Friday, November 17, 2017

A random day in the life of a faculty

As a PhD student, research seemed hard. Protocols did not work, data did not make sense, and I often found myself stuck between false positives and false negatives. We have all been there.

As a faculty, research seems the most cherished part of my day. And that is because I actually get so little time to do research. Here is what a random workday of my life looks like:

1. 6:30 am: Woke up. Stayed in bed for the next 45 minutes, wondering if the "revise and resubmit" comments I wrote last night would work. Then hurriedly scampered to work.

2. Made a mental note not to miss the Skype call tonight. The last time, I thought that it was at 9pm while the meeting was at 8pm and I missed it.

3. Made a note to reply to the fifty-seven emails that have been pending a response for the past five days since I was traveling.

4. Chatted with a colleague who hates the words "seminal work" and "dissemination" because of their roots in the word "semen" (hence, male; hence, power). I added my bit by saying that I hate the morbid terms in academia such as "deadlines," "terminal degree," and "publish or perish."

5. Almost slept through a committee meeting that lasted ninety minutes. I have no idea what they said. I was more surprised by how much people talk, make printouts, and waste paper at these meetings. I am pretty sure everything they said could be summarized in ten minutes.

6. Checked my Google Scholar citation for the umpteenth time. The numbers haven't changed since the past month. It is a strange addiction of seeking external validation I have developed of late, similar to counting Facebook Likes. This is only more consequential and more harmful.

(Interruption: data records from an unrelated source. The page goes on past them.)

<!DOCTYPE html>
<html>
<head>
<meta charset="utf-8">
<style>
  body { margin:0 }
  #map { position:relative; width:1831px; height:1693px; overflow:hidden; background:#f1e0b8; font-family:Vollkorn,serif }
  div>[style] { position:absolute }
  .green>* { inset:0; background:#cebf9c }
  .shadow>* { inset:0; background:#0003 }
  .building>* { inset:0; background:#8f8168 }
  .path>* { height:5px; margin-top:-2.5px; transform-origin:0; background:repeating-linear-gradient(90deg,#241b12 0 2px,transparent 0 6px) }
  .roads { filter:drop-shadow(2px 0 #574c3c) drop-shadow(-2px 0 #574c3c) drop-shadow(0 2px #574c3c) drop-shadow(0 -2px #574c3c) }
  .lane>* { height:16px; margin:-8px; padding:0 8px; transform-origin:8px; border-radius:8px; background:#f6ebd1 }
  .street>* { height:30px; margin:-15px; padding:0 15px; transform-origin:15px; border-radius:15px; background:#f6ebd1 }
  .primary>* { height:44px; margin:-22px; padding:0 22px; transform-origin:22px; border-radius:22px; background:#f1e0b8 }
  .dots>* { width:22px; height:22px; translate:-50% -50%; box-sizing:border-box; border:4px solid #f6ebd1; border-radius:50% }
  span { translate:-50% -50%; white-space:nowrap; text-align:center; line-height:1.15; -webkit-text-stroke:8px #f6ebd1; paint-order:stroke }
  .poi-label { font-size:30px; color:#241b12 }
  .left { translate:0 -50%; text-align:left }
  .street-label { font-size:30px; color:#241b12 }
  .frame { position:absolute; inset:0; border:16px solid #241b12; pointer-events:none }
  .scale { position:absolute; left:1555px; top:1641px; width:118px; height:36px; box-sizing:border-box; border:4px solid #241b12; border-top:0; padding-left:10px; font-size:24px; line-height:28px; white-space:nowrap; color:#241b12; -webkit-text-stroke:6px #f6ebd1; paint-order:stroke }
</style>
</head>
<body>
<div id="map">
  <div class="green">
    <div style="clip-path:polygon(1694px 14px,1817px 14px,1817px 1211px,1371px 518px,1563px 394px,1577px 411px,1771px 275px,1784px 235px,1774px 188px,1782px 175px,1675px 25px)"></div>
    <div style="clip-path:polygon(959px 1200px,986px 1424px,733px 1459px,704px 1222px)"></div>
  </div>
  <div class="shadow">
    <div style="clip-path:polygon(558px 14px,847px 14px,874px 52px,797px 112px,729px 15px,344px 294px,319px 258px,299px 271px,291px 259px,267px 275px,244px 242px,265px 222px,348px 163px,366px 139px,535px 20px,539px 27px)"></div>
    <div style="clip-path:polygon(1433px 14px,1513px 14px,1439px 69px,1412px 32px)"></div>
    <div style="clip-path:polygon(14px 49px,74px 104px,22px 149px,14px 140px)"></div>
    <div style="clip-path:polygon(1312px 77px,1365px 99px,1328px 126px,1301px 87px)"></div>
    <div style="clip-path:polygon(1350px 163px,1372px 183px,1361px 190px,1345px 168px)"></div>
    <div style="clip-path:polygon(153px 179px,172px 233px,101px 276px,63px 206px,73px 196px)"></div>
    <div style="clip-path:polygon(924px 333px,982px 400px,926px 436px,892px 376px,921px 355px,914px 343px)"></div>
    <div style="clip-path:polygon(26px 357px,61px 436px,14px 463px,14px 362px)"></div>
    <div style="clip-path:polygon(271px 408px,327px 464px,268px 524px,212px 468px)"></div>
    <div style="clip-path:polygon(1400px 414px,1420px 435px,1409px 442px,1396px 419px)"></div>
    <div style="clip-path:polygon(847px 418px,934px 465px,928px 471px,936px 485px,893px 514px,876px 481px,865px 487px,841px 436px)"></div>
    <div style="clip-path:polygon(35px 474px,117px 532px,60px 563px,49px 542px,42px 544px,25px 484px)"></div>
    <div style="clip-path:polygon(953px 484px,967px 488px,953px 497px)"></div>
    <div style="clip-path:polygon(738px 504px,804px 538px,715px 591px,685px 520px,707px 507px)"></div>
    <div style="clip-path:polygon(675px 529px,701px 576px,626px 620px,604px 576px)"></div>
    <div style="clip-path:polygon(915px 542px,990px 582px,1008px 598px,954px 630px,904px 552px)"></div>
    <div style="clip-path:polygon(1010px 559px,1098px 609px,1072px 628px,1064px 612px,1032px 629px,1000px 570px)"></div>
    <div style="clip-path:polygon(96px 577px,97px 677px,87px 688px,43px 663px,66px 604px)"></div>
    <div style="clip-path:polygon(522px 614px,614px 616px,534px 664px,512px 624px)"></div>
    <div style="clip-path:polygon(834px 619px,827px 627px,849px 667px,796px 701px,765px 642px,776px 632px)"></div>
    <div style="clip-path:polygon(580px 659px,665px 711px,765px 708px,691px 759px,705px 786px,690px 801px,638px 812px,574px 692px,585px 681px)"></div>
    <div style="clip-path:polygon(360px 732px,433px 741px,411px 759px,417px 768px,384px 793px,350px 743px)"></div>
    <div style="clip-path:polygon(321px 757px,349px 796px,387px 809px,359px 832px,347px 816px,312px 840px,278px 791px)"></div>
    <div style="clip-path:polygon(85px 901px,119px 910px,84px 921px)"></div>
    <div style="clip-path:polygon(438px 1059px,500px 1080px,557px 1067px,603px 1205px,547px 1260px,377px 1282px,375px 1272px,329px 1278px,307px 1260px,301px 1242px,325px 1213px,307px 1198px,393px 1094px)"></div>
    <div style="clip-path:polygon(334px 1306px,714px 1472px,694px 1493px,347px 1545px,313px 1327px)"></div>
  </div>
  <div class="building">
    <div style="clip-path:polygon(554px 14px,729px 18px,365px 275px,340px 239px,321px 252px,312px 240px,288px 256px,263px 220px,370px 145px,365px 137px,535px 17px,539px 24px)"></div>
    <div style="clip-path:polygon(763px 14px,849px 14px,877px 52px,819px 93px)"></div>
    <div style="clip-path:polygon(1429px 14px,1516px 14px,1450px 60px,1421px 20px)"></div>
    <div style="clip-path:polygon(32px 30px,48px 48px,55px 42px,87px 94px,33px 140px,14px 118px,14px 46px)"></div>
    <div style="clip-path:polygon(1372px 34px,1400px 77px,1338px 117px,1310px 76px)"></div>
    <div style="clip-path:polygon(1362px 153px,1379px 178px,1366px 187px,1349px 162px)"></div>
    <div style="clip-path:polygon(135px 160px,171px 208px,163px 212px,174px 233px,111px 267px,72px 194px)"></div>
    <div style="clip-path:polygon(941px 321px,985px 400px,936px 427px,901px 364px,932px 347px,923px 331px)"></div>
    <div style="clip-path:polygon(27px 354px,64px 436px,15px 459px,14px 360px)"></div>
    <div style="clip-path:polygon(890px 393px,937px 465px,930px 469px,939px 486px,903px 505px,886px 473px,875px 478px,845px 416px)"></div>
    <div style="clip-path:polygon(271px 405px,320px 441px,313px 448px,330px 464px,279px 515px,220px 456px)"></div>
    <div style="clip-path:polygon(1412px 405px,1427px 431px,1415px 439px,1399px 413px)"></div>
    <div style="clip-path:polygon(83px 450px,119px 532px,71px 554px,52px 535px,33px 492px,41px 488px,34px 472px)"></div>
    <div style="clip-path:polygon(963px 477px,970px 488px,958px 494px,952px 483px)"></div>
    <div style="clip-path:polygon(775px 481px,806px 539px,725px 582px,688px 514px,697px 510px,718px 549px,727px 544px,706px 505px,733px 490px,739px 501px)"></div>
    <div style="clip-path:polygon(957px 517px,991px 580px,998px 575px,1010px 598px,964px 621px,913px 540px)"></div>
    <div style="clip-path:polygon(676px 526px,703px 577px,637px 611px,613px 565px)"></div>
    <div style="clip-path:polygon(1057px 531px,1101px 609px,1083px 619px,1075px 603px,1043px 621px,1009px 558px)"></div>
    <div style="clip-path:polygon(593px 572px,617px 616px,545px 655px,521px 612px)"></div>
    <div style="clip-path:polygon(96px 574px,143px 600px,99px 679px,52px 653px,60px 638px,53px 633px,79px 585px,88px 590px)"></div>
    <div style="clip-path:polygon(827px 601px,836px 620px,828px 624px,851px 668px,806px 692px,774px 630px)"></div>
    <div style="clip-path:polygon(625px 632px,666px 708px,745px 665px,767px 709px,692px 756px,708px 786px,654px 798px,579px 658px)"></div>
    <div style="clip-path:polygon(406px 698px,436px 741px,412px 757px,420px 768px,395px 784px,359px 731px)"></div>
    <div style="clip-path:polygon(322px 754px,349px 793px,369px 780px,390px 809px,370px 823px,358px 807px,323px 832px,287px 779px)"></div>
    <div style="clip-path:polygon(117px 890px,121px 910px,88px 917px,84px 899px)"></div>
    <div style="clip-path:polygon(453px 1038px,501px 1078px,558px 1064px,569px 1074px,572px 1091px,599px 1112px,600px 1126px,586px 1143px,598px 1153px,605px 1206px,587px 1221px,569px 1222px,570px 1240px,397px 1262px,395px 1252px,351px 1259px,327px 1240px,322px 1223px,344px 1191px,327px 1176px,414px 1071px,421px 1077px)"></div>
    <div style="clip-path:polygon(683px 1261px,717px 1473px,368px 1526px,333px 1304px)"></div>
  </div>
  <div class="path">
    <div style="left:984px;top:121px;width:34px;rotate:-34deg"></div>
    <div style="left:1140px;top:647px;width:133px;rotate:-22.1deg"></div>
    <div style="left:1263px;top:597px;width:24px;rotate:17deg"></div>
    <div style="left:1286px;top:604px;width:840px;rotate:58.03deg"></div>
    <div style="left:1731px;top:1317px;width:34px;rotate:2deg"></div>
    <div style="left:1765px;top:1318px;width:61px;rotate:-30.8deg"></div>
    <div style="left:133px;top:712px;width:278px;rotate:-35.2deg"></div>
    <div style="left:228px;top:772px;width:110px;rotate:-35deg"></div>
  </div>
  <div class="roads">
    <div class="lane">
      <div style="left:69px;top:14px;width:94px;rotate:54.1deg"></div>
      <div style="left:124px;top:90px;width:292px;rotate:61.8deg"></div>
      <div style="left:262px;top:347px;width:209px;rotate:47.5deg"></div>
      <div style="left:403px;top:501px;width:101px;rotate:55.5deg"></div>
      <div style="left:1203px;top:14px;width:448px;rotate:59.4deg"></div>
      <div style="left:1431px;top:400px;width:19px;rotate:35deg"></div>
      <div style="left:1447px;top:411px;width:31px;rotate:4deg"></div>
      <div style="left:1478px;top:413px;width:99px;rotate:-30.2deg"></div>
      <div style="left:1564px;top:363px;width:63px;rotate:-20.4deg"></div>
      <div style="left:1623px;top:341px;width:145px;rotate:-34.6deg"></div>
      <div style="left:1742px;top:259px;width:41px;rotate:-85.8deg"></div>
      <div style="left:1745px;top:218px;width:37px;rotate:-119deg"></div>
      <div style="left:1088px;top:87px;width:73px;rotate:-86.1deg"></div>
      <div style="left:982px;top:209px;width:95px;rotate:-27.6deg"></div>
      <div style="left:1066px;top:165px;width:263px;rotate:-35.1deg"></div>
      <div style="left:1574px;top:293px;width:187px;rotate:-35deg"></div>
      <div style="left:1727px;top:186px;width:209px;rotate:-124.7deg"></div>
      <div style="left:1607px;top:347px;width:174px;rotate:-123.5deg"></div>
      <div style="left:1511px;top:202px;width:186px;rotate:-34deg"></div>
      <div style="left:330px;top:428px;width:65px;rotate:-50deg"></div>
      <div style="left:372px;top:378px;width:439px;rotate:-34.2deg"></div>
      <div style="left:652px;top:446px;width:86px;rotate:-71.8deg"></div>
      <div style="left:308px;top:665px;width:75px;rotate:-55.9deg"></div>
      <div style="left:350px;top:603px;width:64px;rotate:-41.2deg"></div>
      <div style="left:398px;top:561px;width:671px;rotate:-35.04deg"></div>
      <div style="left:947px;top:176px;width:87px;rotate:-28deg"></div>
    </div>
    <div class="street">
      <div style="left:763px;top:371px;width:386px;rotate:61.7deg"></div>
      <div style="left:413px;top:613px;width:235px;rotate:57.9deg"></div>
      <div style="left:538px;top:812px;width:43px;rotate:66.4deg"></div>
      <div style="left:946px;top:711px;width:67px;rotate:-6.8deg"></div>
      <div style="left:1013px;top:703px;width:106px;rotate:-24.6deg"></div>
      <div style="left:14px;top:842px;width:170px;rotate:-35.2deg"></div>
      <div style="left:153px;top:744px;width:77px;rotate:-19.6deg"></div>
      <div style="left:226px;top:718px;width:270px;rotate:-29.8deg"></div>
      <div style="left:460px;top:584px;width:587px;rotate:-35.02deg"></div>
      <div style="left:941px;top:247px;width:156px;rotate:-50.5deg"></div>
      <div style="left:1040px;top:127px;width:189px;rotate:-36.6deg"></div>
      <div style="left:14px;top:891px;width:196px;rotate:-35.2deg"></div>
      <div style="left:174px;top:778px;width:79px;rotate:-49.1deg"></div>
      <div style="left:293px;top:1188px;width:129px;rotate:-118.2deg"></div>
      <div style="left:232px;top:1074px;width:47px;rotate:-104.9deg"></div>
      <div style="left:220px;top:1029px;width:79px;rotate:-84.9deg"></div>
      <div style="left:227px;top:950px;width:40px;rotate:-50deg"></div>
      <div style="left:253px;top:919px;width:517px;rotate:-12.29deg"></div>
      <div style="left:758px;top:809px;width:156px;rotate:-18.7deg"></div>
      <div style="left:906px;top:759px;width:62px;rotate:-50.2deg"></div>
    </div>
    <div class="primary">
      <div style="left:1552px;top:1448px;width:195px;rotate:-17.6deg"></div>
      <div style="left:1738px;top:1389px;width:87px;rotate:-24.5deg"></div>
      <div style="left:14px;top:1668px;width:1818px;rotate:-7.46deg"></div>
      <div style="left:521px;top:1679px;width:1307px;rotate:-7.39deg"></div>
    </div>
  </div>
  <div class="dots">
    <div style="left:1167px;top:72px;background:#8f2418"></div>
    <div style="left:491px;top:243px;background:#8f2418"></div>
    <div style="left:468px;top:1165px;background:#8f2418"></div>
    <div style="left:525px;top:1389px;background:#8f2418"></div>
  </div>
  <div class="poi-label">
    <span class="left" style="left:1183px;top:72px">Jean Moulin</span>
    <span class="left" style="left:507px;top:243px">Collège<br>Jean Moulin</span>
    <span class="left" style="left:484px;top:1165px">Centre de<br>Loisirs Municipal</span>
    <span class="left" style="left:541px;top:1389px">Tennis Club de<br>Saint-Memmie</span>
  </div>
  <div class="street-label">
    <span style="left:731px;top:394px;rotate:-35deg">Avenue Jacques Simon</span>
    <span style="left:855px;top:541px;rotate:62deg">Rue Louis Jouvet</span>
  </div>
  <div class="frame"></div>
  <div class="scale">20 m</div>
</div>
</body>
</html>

7. Kept thinking about the annual review that I will be writing in January. Have I made enough progress this year? The process is so rigorous, it makes the PhD defense look like child's play. How can I hit a couple of sixes in the last six weeks of the year and look great on my annual review?

8. Read a bunch of student assignments. One, most students have horrible handwriting. I wonder if they ever had compulsory, daily, cursive writing lessons in schools. Two, many have bad grammar too, which is surprising since most people here can get away knowing just one language- English. I was also amazed by the number of times they used the word "cool” -- The book was cool. The program was cool. The class was cool. The professor was cool. Such informal language in academia- not so cool!

9. Registered for an upcoming conference in Boston. This is the first time I paid more than a thousand dollars for registration alone. So I sat at my desk and whined for a while.

10. Filled out a bunch of paperwork to get my student enrolled in the system.

11. Filled out a bunch of doodles indicating my availability for future meetings. Created a Doodle myself and sent a reminder email to those who need to fill it out on time.

12. Conducted an interview to collect data, which also meant inputting mundane information into an excel spreadsheet that my hypothetical undergraduate student should have been doing. Hypothetical, because I do not have one.

13. Prepared a bunch of expense bills from a previous conference travel. This involved painstakingly putting together every receipt with comments and scanning all of them.

14. Called our communication manager to chat about how I would like my new business card designed.

15. Thought of new research ideas. It means mostly sitting at my desk, staring blankly into the ceiling until a new email pops up or someone knocks on the door, and repeating the process till it is time to go home.

These are not necessarily research. Just a bunch of mundane things that may lead to research in the future.